The Oakland chapter of the American Association of University Professors (AAUP) mentioned that it has been talking with university officials and a mediator since last year to discuss pay and benefits and reach a settlement before classes start this fall.
“Faculty negotiators were seeking cost of living increases and compensation for professors who earned exemplary performance scores from the administration for teaching and research in the pandemic year,” said Karen Miller, the president of AAUP-Oakland.
However, the union’s contract expired Wednesday night with no agreement.
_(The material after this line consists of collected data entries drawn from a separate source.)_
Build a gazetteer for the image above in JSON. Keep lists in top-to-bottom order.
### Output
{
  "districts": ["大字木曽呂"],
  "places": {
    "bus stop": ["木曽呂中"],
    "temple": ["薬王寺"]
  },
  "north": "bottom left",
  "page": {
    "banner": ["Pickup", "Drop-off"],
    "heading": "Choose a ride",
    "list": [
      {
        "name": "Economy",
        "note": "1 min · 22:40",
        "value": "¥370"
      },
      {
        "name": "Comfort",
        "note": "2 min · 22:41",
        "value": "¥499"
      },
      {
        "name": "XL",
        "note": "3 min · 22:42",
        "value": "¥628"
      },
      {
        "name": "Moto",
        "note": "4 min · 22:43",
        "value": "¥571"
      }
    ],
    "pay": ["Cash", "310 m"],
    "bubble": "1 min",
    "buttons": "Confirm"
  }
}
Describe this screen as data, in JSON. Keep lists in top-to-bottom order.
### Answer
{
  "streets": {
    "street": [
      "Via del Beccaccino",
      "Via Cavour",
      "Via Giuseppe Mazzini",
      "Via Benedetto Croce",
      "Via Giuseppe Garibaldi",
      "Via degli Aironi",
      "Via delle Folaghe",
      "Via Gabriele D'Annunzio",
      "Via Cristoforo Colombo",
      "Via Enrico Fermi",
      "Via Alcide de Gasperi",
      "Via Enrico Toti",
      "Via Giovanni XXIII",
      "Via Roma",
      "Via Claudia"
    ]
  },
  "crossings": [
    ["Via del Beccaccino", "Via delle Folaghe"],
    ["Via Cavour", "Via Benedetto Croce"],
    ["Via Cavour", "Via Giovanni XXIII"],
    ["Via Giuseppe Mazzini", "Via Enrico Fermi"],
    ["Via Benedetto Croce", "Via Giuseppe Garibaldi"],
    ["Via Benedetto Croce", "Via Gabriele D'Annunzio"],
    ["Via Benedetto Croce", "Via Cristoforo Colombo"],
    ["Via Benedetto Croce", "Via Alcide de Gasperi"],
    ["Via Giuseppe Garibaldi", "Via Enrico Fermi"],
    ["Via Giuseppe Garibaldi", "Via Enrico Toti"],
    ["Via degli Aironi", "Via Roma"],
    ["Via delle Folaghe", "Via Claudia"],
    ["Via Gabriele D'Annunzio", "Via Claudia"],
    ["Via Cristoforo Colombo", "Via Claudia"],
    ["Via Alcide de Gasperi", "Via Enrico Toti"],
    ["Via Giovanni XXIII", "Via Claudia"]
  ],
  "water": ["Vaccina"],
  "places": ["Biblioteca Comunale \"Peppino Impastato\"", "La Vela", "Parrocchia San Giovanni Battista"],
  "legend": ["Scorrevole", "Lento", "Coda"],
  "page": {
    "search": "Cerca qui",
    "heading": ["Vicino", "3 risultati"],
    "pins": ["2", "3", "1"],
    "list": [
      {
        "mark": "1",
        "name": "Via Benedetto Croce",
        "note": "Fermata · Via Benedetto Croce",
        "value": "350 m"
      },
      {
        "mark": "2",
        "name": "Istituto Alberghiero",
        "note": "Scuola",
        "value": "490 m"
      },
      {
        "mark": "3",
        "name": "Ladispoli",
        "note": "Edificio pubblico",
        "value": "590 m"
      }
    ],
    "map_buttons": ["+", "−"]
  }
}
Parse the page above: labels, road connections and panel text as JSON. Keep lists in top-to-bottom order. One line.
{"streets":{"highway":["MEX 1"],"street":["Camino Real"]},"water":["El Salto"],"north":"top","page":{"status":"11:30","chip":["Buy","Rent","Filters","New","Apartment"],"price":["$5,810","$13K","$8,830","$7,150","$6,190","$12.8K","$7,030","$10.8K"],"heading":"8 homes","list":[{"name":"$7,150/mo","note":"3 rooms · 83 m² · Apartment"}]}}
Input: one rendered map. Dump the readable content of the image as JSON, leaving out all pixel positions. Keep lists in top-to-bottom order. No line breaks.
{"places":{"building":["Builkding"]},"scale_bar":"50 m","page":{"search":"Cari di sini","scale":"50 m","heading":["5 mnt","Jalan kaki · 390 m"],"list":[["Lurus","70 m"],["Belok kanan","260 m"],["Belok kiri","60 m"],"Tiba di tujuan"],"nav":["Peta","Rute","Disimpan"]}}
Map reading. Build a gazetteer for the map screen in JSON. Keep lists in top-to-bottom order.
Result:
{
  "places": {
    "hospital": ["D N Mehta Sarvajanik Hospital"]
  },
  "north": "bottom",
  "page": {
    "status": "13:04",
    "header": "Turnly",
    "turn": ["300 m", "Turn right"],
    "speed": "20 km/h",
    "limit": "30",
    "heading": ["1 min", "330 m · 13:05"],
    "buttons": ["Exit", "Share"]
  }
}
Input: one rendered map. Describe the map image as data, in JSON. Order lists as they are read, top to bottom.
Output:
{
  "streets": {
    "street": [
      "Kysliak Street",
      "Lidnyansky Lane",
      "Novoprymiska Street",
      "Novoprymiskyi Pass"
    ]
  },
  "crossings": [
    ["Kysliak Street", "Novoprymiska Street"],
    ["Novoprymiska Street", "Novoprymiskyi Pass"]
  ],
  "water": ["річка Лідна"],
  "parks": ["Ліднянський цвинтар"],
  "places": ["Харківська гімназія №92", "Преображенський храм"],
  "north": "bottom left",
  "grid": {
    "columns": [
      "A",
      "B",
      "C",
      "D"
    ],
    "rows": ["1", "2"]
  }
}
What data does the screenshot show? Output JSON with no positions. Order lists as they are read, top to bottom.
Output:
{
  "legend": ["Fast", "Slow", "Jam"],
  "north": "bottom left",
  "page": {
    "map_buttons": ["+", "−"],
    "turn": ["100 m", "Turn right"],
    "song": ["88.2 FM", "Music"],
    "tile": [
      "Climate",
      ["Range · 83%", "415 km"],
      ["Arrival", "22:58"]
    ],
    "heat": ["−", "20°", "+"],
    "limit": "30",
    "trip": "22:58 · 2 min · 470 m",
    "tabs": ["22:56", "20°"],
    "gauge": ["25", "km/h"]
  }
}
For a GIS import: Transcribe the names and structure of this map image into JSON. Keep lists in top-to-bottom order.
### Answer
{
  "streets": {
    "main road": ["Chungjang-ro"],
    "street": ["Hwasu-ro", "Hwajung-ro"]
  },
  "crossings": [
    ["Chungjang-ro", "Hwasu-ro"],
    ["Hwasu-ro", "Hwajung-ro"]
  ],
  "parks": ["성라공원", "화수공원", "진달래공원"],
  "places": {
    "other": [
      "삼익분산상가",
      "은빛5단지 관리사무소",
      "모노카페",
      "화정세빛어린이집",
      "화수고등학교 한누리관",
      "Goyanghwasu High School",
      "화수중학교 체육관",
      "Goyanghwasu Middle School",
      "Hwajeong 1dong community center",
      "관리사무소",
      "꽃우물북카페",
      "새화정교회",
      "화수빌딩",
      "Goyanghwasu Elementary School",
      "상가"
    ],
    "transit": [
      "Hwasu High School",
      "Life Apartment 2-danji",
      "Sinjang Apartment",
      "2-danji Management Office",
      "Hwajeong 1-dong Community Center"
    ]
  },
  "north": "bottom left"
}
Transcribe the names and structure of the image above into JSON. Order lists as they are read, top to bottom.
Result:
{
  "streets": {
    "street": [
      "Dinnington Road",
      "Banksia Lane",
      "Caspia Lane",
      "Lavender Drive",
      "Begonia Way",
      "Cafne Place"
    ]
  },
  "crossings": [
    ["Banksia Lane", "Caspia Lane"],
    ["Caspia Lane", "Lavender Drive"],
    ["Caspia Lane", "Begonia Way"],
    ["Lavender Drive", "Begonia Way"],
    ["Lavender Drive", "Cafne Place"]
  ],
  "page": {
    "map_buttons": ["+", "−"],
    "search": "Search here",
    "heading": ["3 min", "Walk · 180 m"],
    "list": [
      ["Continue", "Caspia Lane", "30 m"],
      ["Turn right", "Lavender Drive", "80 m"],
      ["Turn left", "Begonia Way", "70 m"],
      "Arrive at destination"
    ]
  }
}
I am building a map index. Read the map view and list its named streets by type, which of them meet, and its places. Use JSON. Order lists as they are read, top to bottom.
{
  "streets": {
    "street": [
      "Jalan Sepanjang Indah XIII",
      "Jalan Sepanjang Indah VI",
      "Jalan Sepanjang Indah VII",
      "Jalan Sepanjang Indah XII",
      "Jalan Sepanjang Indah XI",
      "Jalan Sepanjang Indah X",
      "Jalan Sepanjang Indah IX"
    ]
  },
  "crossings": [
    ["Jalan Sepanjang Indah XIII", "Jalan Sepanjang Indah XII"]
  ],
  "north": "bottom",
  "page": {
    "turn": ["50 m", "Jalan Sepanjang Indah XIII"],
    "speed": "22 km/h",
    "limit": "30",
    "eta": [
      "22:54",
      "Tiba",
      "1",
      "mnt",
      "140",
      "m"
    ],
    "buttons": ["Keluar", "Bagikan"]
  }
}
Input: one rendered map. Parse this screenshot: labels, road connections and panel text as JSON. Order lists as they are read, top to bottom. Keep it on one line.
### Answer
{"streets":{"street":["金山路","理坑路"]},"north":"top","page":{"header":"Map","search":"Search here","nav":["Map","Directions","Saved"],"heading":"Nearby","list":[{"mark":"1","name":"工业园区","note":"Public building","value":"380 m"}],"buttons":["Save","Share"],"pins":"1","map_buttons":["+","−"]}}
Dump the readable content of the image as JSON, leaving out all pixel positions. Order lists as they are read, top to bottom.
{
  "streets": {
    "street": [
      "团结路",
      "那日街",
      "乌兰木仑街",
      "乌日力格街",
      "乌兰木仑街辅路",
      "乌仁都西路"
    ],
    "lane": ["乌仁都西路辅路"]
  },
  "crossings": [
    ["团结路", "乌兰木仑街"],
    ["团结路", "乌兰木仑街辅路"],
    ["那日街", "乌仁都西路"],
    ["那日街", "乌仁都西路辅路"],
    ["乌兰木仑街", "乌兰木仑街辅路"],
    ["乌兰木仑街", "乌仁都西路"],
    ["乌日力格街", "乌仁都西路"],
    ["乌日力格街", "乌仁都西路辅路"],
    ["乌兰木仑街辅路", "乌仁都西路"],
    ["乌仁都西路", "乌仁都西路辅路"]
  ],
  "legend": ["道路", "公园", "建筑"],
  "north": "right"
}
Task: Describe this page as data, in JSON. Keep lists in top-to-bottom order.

The Detroit News reported that proposed pay cuts were among the major issues preventing a deal from moving forward.
Union chapter president Karen Miller asserted that the university must show fairness to faculty members, especially now that emergency funds have been released.
“Oakland is using the pandemic as a pretext to cut faculty compensation and exert control over academic programs,” she said in a news release. “There is no longer a financial emergency, administrative pay has been restored to pre-pandemic levels and there have been new hires at the upper levels of management. The money is there to fairly compensate faculty.”
School officials have recommended a permanent decrease in overall faculty compensation, including reduced benefits and retirement contributions. Union leaders stated that the university wanted to freeze salaries to cope financially at the beginning of the pandemic.
OU believes that its proposals have been “fair and fiscally responsible” and has voiced its disappointment over the professors’ decision to strike.
“Oakland regrets the strike action called for by the AAUP, an action that is contrary to the interests of our students. Labor contract issues should be resolved at the bargaining table and not interfere with our students’ academic objectives, the university said in an official statement.
No Class Cancellations
Allyson Kemp, a sophomore whose freshman year only had online classes, was among the students whose classes were affected by the strike Thursday.
“I was supposed to be going to my first year of in-person classes today, but it was canceled,” said Kemp. “I feel bad for what’s happening to (the faculty). I understand why they are striking. I would too if I were in their position. At the same time, I feel bad for the students because they’re ripping our education away from us. You don’t want professors who are underpaid and you don’t want students not getting a quality education.”
The university has sent an email to students regarding the issue with faculty, stating that its fall classes will not be canceled.
“Students are advised to report to classes as scheduled and wait at least 15 minutes to determine whether their instructor will be teaching. Students may also contact their instructors in advance to determine whether classes will be taking place,” the email read.
“While contract talks continue, all university classes, support services, extracurricular activities, and other operations will continue on their normal schedules,” it added.